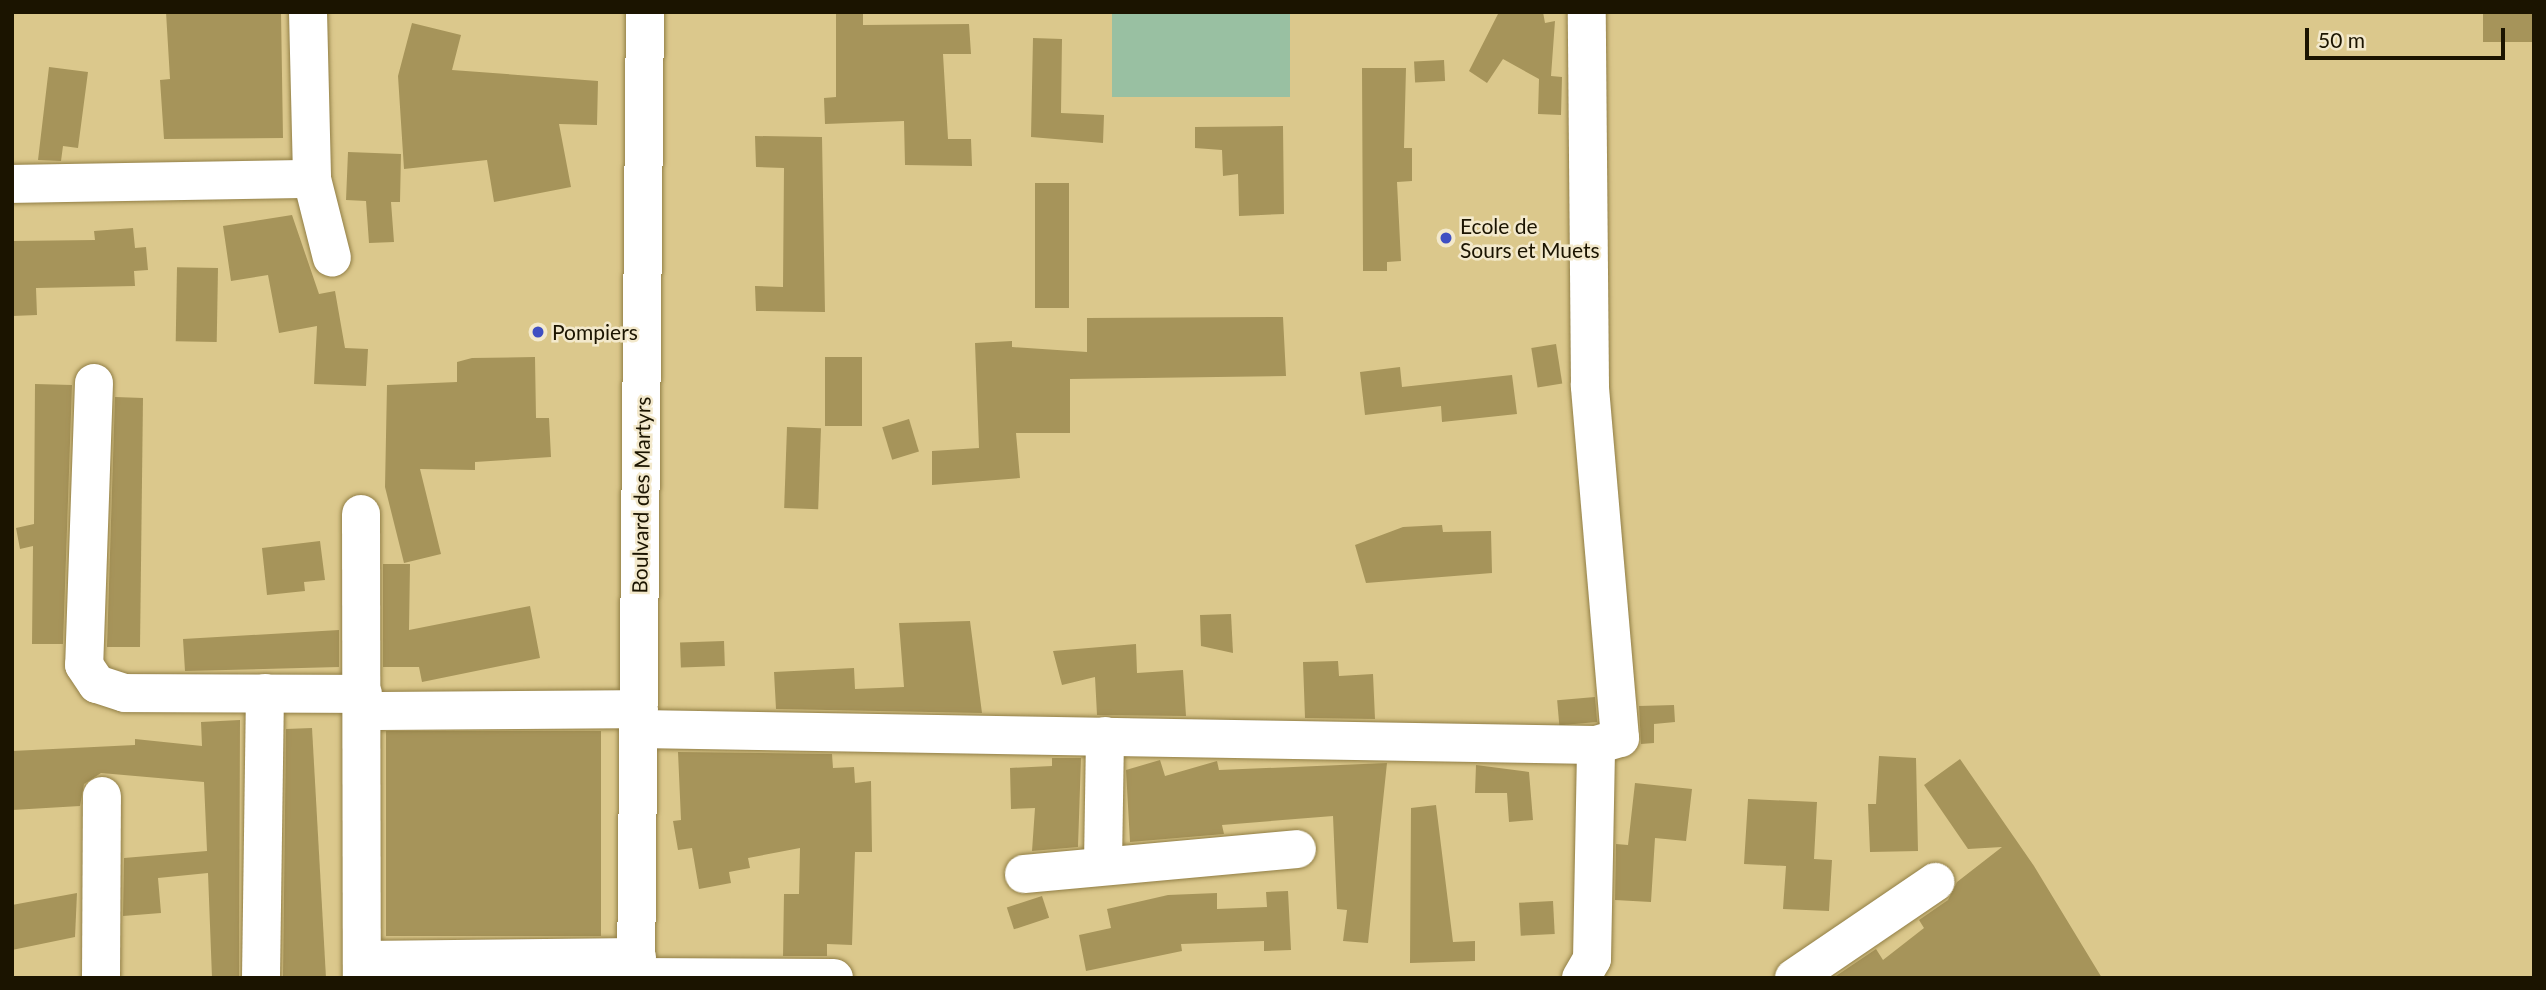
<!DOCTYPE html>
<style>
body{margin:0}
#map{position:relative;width:2546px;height:990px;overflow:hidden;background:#dbc88c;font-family:Lato,sans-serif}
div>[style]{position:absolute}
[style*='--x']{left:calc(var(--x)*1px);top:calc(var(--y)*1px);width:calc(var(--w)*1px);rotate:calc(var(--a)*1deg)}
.green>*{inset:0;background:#99c0a2;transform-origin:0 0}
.building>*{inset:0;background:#a6945a;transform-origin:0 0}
.roads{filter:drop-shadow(0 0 2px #917e45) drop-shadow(0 0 2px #917e45)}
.minor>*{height:38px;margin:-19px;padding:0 19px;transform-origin:19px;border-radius:19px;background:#fff}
.dots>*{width:19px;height:19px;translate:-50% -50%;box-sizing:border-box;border:4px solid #f3e9cc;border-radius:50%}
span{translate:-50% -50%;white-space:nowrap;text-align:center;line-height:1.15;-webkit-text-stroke:5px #f3e9cc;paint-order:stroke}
.poi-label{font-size:21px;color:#1b1400}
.left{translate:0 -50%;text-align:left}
.street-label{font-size:21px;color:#1b1400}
.frame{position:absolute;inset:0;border:14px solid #1b1400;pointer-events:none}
.scale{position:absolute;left:2305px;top:28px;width:200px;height:32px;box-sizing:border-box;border:4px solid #1b1400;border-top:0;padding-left:9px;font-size:21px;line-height:24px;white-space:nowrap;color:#1b1400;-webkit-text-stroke:5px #f3e9cc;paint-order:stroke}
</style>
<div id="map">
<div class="green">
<i style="left:1112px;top:12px;width:178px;height:85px"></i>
</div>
<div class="building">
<i style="clip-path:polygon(166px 12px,281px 12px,283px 138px,164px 139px,160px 80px,170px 79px)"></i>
<i style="clip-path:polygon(836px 12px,863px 12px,863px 25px,969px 24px,971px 54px,943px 54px,948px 139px,971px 139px,972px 166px,905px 165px,904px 121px,825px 124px,824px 98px,836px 97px)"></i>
<i style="clip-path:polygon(1499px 12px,1543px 12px,1545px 23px,1555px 21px,1551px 76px,1562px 77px,1561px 115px,1538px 114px,1539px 79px,1503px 59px,1487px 83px,1469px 71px)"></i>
<i style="left:2483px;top:12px;width:51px;height:30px"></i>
<i style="clip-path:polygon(412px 23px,461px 35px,452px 70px,598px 81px,597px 125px,559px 124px,571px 187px,494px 202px,487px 160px,404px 169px,398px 76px)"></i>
<i style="clip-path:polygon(1033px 38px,1062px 39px,1061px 113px,1104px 115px,1103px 143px,1031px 137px)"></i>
<i style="left:1444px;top:60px;width:21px;height:30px;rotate:87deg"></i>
<i style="clip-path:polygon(49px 67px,88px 72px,78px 148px,63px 146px,61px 161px,38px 160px)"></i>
<i style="clip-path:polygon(1362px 68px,1406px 68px,1404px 148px,1412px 148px,1412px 181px,1397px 182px,1401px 261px,1387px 262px,1387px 271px,1363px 271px)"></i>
<i style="clip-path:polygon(1283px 126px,1284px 214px,1239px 216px,1238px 174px,1223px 176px,1222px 150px,1195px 148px,1195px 127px)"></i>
<i style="clip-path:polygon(755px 136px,822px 137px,825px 312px,756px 311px,755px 286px,783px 287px,784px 168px,756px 167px)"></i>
<i style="clip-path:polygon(348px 152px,401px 154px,400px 202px,391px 202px,394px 242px,369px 243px,366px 201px,346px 200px)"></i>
<i style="left:1069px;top:183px;width:125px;height:34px;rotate:90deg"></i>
<i style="clip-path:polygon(292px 215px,319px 294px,335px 291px,345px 348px,368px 349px,366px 386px,314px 384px,317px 326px,279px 333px,268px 275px,231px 281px,223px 226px)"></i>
<i style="clip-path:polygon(133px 228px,135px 248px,146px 247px,148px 270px,134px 271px,135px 286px,36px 288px,37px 315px,12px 316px,12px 241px,95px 240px,94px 231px)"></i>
<i style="left:218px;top:268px;width:74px;height:41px;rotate:91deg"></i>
<i style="clip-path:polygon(1283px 317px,1286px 376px,1070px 379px,1070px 433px,1016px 433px,1020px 478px,932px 485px,932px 451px,979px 448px,975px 343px,1012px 341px,1012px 347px,1087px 352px,1087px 318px)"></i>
<i style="left:1556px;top:344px;width:40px;height:25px;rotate:81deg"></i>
<i style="clip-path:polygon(535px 357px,536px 418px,549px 418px,551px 457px,475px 462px,475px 470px,420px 469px,441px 554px,404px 563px,385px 487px,387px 385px,457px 382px,457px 362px,472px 358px)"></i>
<i style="left:825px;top:357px;width:37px;height:69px"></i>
<i style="clip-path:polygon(1400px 367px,1402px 387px,1512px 375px,1517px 414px,1442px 422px,1441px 406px,1365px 415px,1360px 372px)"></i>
<i style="clip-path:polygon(35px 384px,72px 385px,63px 644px,32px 644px,33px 546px,20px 549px,16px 528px,34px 524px)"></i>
<i style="clip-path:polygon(115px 397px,143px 398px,140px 647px,107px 647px)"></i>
<i style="left:909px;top:419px;width:34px;height:28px;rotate:73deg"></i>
<i style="left:787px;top:427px;width:34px;height:81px;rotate:2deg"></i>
<i style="clip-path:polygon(1442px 525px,1443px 532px,1491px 531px,1492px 573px,1366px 583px,1355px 545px,1403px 527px)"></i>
<i style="clip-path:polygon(320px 541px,325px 580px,304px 582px,305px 591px,267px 595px,262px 548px)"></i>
<i style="clip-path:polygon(383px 564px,410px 564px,409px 630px,530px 606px,540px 658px,422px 682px,419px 667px,383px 667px)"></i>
<i style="clip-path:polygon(1231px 614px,1233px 653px,1201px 646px,1200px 615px)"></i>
<i style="clip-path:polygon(970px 621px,982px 713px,776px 709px,774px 672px,854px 668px,855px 689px,904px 687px,899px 623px)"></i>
<i style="clip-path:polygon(339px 630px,339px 667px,185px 671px,183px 639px)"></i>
<i style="left:724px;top:641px;width:25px;height:44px;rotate:88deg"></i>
<i style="clip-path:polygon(1136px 644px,1137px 673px,1183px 670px,1186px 716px,1097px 715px,1095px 677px,1062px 685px,1053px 651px)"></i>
<i style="clip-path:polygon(1338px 661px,1339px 676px,1373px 674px,1375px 719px,1305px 718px,1303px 662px)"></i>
<i style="left:1595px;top:697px;width:25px;height:38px;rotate:85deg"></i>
<i style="clip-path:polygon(1674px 705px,1675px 722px,1654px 724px,1654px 743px,1641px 744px,1639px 706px)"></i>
<i style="clip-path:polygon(240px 720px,239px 978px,212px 978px,208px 873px,158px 878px,161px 913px,123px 916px,124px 858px,207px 851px,204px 782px,101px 773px,84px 784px,80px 806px,12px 810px,12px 751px,135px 745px,135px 739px,202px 746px,201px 722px)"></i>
<i style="clip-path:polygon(312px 728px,326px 978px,283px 978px,286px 729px)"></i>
<i style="left:601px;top:731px;width:205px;height:215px;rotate:90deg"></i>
<i style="clip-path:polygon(678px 752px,832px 754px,833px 768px,854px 767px,855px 783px,871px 781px,872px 852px,855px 852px,852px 945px,827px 944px,827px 956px,783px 956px,784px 894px,799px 894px,800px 848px,748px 858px,750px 868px,729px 872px,731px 883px,699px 889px,692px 848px,678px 850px,673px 821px,681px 820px)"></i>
<i style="clip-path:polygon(1879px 756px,1916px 758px,1918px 851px,1870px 852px,1868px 804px,1876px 804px)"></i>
<i style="clip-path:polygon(1052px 758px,1081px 758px,1078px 847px,1032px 851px,1035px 808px,1011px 809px,1010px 768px,1052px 766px)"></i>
<i style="clip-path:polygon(1960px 759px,2034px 866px,2102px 978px,1833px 978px,1876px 949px,1883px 960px,1924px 928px,1919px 920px,1948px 900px,1957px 882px,2002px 847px,1968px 849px,1924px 785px)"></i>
<i style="clip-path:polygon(1160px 760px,1165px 776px,1217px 761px,1219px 770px,1387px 763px,1368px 943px,1343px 941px,1347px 910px,1337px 909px,1333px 816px,1222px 825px,1224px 834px,1130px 842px,1126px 770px)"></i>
<i style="clip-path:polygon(1476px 765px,1529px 772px,1533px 820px,1509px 822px,1507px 793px,1475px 793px)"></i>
<i style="clip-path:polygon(1635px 783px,1692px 789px,1686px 841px,1655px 838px,1651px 902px,1615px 900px,1616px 844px,1628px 845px)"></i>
<i style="clip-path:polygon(1748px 799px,1817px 802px,1814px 859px,1832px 860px,1829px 911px,1783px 909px,1786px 866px,1744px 864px)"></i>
<i style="clip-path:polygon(1436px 805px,1453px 942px,1475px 941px,1475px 961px,1410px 963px,1411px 808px)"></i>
<i style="clip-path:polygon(1288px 891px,1291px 950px,1264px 951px,1264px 941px,1181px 944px,1182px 951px,1086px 971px,1079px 935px,1111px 928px,1107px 909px,1168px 895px,1217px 893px,1217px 909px,1267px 907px,1266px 892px)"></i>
<i style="clip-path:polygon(77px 893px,75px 937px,12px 950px,12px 905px)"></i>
<i style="left:1042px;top:896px;width:23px;height:37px;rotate:72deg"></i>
<i style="left:1553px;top:901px;width:33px;height:34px;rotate:87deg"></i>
</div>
<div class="roads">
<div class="minor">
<i style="--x:308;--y:12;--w:167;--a:88.6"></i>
<i style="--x:312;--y:179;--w:81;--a:75.8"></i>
<i style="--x:12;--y:184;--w:300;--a:-1"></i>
<i style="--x:94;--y:383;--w:282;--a:92"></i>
<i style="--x:84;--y:665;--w:23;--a:56"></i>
<i style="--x:97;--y:684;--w:29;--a:18"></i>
<i style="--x:125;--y:693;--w:238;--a:0.2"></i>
<i style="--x:361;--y:514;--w:464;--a:89.9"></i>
<i style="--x:363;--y:711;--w:276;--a:-0.4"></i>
<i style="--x:639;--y:729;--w:957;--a:0.96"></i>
<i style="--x:1596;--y:745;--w:25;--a:-16"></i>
<i style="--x:1620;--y:738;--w:353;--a:-94.9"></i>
<i style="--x:1590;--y:386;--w:374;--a:-90.5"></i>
<i style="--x:1103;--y:864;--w:128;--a:-89.1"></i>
<i style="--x:1024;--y:874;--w:274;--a:-5.2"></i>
<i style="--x:362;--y:960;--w:275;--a:-0.6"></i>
<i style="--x:636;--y:977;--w:198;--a:0.3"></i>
<i style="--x:101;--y:978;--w:182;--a:-89.7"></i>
<i style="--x:261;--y:978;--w:285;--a:-89.2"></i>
<i style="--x:636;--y:978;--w:966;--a:-89.47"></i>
<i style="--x:1581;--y:978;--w:22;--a:-60"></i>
<i style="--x:1592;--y:959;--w:214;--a:-88.9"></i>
<i style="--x:1794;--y:978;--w:171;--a:-34.2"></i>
</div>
</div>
<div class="dots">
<i style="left:1446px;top:238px;background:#3f4fc2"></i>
<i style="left:538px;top:332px;background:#3f4fc2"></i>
</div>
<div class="poi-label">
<span class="left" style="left:1460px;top:238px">Ecole de<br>Sours et Muets</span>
<span class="left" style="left:552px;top:332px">Pompiers</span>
</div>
<div class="street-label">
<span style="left:641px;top:495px;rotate:-89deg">Boulvard des Martyrs</span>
</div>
<div class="frame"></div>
<div class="scale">50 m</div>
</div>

——

Print the data above from its first line through the line that has "2px #917e45) drop-shadow(0", exactly and with nothing else, omitting pictures.

REPLY TO THE TASK =
<!DOCTYPE html>
<style>
body{margin:0}
#map{position:relative;width:2546px;height:990px;overflow:hidden;background:#dbc88c;font-family:Lato,sans-serif}
div>[style]{position:absolute}
[style*='--x']{left:calc(var(--x)*1px);top:calc(var(--y)*1px);width:calc(var(--w)*1px);rotate:calc(var(--a)*1deg)}
.green>*{inset:0;background:#99c0a2;transform-origin:0 0}
.building>*{inset:0;background:#a6945a;transform-origin:0 0}
.roads{filter:drop-shadow(0 0 2px #917e45) drop-shadow(0 0 2px #917e45)}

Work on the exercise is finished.